Actually the scandal started 180 years ago, when a French artillery general, Pierre-Ambroise Franqois Choderlos de Laclos. published a novel that seriously proposed and wittily elaborated a science of seduction, a yoga of the boudoir. The book survives as an unholy missal of impudicity, a small black classic that, in literary opinion, excuses its sins with its skill. Three years ago. Director Roger Vadim (And God Created Woman) announced his intention to make a movie of it in modern dress. As one man. the powerful Society of Men of Letters rose to protest an artistic crime quite as heinous, the word went around, as "having Madame Bovary dance bebop.''
When Vadim made the movie anyway, the Society filed suit to stop him from using the book's title. Half a dozen members of De Gaulle's Cabinet trotted off to a screening, trotted back with a decision : the film could be shown to adults in France. But the Ministry of Information forbade exhibition abroad. In the opinion of the government, which at that time was strenuously laundering the national reputation, France was already far too well known for its feelthy peectures. But three months ago, Vadim won a reversal of the restriction. Liaisons, which had busted French box-office records, was sold for $350,000 to a U.S. distributor.
"To hide nothing; to try everything.'' This is the motto of Vadim's hero and heroine (Gerard Philipe and Jeanne Moreau), a man and wife who not only tolerate but even energetically promote each other's affaires de corps. And then, afterward--oo la la! What fun it is to lie in bed together and tell what happened. One night the wife has the sulks: her lover of the moment has jilted her for an innocent young girl (Jeanne Valerie) whom he plans to wed. The wife simply must get even. Would the husband mind ever so much if she asked him to seduce the intended bride? Not at all. Least a man can do to protect his wife's reputation. With zest, the husband consumes the maiden's virtue, and then goes on to dessert: a respectable young mother (Annette Vadim, the director's ex-wife).
Up to this point, Vadim's amused, amusing manner suggests that he is merely playing games of love. But suddenly, surreally, as in the cautionary cartoons of Honore Daumier or Felicien Rops, the mask of painted sophistication is ripped away to reveal the grinning skull with its swarm of worms. In a vicious series of rebounding betrayals, the husband is murdered, the wife is disfigured, the virtuous young mother goes insane.

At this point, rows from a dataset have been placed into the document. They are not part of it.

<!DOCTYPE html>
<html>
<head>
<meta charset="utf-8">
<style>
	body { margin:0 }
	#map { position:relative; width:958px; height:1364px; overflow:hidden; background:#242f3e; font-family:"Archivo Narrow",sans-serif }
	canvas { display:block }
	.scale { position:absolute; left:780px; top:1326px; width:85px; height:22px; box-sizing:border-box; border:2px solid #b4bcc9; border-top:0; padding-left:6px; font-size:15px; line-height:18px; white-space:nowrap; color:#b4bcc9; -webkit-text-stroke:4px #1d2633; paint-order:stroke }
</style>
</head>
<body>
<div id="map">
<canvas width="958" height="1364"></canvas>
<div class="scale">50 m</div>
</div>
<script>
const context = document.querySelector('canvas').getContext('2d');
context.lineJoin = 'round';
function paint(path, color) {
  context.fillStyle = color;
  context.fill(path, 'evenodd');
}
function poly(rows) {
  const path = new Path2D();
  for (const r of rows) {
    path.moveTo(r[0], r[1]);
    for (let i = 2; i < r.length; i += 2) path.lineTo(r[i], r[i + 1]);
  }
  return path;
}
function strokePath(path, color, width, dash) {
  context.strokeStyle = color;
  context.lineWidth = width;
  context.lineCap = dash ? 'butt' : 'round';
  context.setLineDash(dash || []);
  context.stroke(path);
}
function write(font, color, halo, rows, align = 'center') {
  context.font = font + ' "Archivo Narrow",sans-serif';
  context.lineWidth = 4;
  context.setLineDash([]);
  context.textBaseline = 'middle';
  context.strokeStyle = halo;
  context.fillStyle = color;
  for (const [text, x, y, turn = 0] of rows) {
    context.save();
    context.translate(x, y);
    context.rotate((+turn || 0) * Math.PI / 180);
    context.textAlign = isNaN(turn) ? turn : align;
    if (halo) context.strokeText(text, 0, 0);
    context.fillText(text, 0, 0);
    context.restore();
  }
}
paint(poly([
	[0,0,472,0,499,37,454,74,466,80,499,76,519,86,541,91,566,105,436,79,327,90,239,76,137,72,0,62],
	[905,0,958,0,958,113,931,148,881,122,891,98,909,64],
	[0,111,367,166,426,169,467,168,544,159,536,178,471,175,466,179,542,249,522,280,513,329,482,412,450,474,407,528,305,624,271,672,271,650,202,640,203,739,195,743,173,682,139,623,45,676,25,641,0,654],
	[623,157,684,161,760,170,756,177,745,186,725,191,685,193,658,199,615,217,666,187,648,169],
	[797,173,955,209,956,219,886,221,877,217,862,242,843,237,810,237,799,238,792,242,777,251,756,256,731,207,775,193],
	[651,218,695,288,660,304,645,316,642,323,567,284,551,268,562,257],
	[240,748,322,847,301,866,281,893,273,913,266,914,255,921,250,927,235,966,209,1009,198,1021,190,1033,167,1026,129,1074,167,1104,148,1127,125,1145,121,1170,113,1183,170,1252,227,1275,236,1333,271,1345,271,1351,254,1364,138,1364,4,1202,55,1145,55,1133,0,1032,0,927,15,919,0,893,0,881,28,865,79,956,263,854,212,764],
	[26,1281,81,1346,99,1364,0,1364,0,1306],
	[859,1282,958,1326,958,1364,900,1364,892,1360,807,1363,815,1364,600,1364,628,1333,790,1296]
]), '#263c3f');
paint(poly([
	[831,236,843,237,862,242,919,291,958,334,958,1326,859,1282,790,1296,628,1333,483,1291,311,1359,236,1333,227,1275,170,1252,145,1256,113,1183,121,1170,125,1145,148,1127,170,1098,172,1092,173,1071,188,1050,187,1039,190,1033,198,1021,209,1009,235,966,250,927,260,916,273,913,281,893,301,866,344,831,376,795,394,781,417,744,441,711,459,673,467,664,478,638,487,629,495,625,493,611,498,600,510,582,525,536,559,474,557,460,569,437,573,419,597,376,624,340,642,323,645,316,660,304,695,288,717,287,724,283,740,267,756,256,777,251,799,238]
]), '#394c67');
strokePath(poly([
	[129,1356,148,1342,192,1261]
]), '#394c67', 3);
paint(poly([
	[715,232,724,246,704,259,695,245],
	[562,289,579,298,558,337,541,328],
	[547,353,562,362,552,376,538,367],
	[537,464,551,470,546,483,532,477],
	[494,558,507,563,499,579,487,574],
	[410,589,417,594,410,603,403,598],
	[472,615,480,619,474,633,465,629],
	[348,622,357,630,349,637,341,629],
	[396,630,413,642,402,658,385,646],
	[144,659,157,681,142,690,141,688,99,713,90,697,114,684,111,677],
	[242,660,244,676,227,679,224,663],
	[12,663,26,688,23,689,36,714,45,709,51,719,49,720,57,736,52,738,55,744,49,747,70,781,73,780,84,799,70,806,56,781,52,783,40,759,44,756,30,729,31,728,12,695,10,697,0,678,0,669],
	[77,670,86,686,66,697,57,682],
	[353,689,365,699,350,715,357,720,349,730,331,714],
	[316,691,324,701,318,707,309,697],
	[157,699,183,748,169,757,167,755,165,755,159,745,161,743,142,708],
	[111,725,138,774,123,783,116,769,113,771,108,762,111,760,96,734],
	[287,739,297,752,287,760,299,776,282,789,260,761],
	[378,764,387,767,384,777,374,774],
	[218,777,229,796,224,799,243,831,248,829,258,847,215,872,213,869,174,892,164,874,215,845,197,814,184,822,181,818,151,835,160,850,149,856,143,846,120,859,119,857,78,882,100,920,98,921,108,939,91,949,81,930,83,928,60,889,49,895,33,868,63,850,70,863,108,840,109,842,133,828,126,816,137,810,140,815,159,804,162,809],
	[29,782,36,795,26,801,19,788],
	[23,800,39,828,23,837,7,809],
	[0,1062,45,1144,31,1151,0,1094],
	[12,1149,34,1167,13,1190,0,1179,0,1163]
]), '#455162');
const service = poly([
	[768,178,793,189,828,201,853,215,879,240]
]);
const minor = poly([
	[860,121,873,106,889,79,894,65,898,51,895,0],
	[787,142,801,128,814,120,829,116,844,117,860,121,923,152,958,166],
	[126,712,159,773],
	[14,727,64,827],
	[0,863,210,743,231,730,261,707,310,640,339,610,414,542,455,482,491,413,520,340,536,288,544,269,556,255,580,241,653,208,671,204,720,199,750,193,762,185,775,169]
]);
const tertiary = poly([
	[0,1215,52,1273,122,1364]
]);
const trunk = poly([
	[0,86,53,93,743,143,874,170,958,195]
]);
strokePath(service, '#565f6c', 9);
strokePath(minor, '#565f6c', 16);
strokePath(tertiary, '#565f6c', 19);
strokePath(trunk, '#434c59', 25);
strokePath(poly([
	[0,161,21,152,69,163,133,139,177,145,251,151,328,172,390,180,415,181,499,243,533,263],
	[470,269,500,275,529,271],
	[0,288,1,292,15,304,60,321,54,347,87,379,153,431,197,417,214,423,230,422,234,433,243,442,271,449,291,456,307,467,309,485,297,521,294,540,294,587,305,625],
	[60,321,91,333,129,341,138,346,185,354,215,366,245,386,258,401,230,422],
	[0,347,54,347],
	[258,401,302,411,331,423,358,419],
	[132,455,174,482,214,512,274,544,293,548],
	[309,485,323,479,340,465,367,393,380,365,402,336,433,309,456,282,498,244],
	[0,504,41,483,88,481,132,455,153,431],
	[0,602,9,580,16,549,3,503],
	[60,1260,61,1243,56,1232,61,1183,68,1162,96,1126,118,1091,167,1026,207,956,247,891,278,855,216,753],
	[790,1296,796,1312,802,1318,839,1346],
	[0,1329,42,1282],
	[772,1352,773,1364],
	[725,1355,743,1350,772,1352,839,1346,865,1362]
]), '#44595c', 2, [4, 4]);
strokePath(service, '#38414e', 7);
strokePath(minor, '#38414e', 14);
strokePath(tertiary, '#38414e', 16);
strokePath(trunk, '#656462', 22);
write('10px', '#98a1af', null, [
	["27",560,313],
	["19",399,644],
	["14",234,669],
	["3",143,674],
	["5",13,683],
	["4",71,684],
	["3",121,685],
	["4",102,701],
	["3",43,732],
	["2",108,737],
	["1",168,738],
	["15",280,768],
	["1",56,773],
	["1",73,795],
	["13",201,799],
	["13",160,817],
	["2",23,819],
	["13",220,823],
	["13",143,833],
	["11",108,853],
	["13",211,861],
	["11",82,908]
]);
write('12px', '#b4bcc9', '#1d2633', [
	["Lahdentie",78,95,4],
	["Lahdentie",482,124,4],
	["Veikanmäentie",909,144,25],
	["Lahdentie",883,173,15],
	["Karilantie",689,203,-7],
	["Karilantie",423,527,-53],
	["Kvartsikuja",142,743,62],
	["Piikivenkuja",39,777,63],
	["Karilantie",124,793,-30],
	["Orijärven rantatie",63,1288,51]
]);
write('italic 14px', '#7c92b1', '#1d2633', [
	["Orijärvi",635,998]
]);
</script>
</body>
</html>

Liaisons is clearly the best movie Vadim has made. Actress Moreau and Actor Philipe (who died six months after the film was finished) give formidably accomplished performances, and the script, if it lacks something of the satanic intensity of the novel, is orderly, intelligent and relentlessly witty. Rumors to the contrary notwithstanding. Liaisons is not a peep show--women are seen naked in two scenes, but then not much of them is actually seen. What is truly shocking in this picture has nothing to do with sex. It has to do with evil. The two main characters seem to be seducing people, but are actually destroying them. They are serpents who carry their venom in their loins.